Entretanto, hoy me animé a explorar esta blogósfera venezolana tan crecida y me topé con dos blogs interesantes. Uno que me hizo reír y me contentó el día Un Guayoyo con Galifi que tiene unos dos meses de vida y otro de fotografía Francesco Spotorno blog que me gustó mucho y que recomiendo a los aficionados de la imagen.

Reseteando k-minos

Escribí el post sobre la Librería MonteÁvila con la intención de retomar el ritmo de este blog y comentar que ya estaba de regreso en Dhaka cuando surgió todo lo de RCTV y la posterior protesta estudiantil que me mantuvieron copada la atención.

Y así, así, han pasado dos meses y ya estoy empacando de nuevo para irme este sábado a Kenya, donde estaré 3 semanas resolviendo mi visa a Botswana. Para allá iré de trabajo en agosto por 2 de semanas y regresaré de nuevo un par de veces más antes de marzo del 2008.

En el tintero quedaron una crónica (como tantas otras) sobre la boda a la que fui en Malindi en abril y las gracias por las felicitaciones de cumpleaños. Las gracias las doy. Y ya veré si termino la crónica. Las fotos se quedaron en Kenya con Lino. El sigue allí por cuestiones de trabajo y también para ver si nos volvemos de nuevo a África del Este.

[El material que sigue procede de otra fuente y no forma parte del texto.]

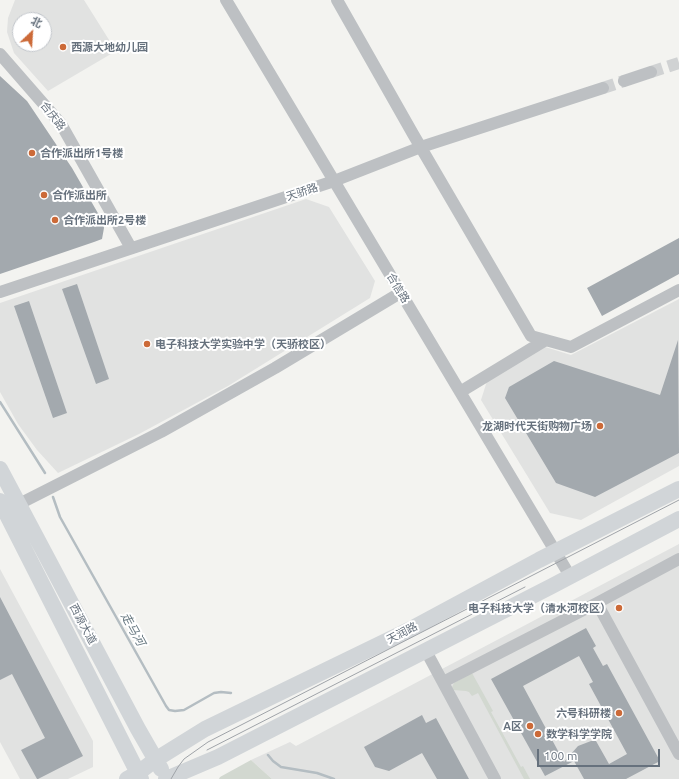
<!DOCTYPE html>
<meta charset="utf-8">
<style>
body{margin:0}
#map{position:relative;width:679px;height:779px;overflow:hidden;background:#f3f3f0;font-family:Ubuntu,"Noto Sans SC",sans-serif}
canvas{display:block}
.north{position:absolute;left:12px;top:12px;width:40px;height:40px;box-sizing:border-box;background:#fff;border:1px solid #c2c6cb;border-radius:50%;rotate:25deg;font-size:11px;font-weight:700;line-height:16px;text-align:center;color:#66717d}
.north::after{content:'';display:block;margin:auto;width:14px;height:18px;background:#cc6a38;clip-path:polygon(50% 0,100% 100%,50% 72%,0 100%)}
.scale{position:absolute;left:537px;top:749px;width:123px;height:18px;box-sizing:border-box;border:2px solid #66717d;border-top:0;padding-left:5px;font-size:12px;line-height:14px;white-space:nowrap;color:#66717d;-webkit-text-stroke:3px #fff;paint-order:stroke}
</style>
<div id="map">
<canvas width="679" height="779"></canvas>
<div class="north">北</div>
<div class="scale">100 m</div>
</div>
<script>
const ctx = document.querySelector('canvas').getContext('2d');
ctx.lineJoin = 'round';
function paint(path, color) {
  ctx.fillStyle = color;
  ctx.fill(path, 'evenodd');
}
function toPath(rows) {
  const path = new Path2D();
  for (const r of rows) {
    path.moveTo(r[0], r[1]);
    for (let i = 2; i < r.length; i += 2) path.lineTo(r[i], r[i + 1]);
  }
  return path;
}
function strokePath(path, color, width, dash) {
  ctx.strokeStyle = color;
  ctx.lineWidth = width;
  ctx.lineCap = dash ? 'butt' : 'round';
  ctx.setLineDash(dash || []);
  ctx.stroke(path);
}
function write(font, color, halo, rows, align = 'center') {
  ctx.font = font + ' Ubuntu,"Noto Sans SC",sans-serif';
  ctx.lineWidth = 4;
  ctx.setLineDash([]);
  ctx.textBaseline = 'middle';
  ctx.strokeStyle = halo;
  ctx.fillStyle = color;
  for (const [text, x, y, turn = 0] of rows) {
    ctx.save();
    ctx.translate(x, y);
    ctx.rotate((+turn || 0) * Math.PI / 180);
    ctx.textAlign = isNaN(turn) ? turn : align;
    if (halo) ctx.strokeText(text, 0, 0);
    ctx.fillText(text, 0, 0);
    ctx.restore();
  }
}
const built = toPath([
 [15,0,84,0,116,51,48,91,14,53,7,32,8,18],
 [20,20,44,20,44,44,20,44],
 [306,199,329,207,375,281,370,298,228,386,139,434,58,473,37,450,18,424,0,392,0,303],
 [679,299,679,466,581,520,550,513,481,400,487,381,542,346,571,355],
 [679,544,679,779,272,779,251,760,290,742,296,746],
 [0,569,93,741,93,767,68,779,20,779,0,742]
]);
const green = toPath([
 [472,673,493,711,491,712,521,767,523,766,530,779,524,779,478,693,472,696,469,692,466,691,453,690,452,687,454,683],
 [251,760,272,779,219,779,220,777]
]);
const stream = toPath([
 [0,402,45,473],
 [53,497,60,517,166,706,169,710,175,711,184,710,214,693,221,692,231,693],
 [268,755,273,761,281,767,317,773,334,779]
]);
const building = toPath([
 [0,76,27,101,72,168,103,222,104,228,102,239,94,242,0,274],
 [679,238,679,274,602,316,587,288],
 [77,284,109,379,96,384,62,289],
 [29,301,67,413,53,418,14,306],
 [678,340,679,453,595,497,556,483,505,398,509,387,554,361,660,395],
 [0,597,83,756,38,779,37,779,21,750,45,738,12,674,0,680],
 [586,628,596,646,593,648,603,666,607,664,660,761,626,779,584,779,574,761,545,776,491,679],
 [579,656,593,682,589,684,627,754,609,764,596,741,591,741,578,746,564,762,523,686],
 [422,715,426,723,436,718,469,779,437,779,422,753,389,771,375,767,364,747]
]);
const minorTunnel = toPath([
 [651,72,679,63],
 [603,88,624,81]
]);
const minor = toPath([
 [226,0,570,576],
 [337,0,413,134,531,336,571,347,679,290],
 [0,54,61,124,131,248],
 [624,81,651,72],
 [0,292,334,181,421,147,603,88],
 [460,392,544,341],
 [11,507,19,504,161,432,275,368,400,293],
 [597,603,679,754],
 [426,651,495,779],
 [443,682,597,603,679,559]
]);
const major = toPath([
 [0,469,138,729,161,769],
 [0,501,141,779],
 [127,779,138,773,155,760,205,729,409,630,539,560,679,489],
 [166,779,218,757,552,586,679,519]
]);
const tram = toPath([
 [207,750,525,587],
 [171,779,178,767,184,759,208,742,679,500]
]);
const markers = [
 [63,47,4,"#cc6a38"],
 [32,153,4,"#cc6a38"],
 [44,195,4,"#cc6a38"],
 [55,220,4,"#cc6a38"],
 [147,344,4,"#cc6a38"],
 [600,426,4,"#cc6a38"],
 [619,608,4,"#cc6a38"],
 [619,713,4,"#cc6a38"],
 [530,726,4,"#cc6a38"],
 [538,734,4,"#cc6a38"]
];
const poiNames = [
 ["西源大地幼儿园",71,47],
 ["合作派出所1号楼",40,153],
 ["合作派出所",52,195],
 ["合作派出所2号楼",63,220],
 ["电子科技大学实验中学（天骄校区）",155,344],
 ["龙湖时代天街购物广场",592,426,"right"],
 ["电子科技大学（清水河校区）",611,608,"right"],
 ["六号科研楼",611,713,"right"],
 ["A区",522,726,"right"],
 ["数学科学学院",546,734]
];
const streetNames = [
 ["合庆路",53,116,52],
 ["天骄路",302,192,-18],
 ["合信路",398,288,59],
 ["西源大道",83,624,62],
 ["天润路",402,633,-27]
];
const waterNames = [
 ["走马河",133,629,61]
];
paint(built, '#e1e2e1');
paint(green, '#d2d8d0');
strokePath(stream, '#b4bdc2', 2.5);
paint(building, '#a3a9ae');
strokePath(minorTunnel, '#d0d2d3', 12, [12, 6]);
strokePath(minor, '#bdc0c3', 12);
strokePath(major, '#d1d5d8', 16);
strokePath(tram, '#9fa3a8', 1);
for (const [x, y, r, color] of markers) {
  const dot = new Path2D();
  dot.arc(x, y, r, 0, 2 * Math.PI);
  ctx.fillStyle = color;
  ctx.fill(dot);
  strokePath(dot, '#fff', 1.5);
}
write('bold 11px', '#66717d', '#fff', poiNames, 'left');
write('11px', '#66717d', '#fff', streetNames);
write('italic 12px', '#677881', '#fff', waterNames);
</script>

Así que la tónica política bajará un poquito, y se redirigirá a cosas más mundanas y gratas, a menos, por supuesto, que surga algo que amerite comentarios.

Otra vez

Con «Viendo llover en Dhaka como si fuera Macondo» inauguré por tercera vez este sitio. Este sitio con el que he intentado llevar un registro vivo de lo que escribo y he escrito.

Me obliga a disciplinarme, a organizarme mejor y a comprometerme a escribir que es realmente lo que quisiera hacer para ganarme la vida. Mientras esa oportunidad llega estaré aquí ejercitándome, gozando de la otra oportunidad que he tenido en la vida de poder vivir en sitios totalmente ajenos a mi cultura como Uganda y Bangladesh. Sitios que me han permitido alimentar parte de estas páginas.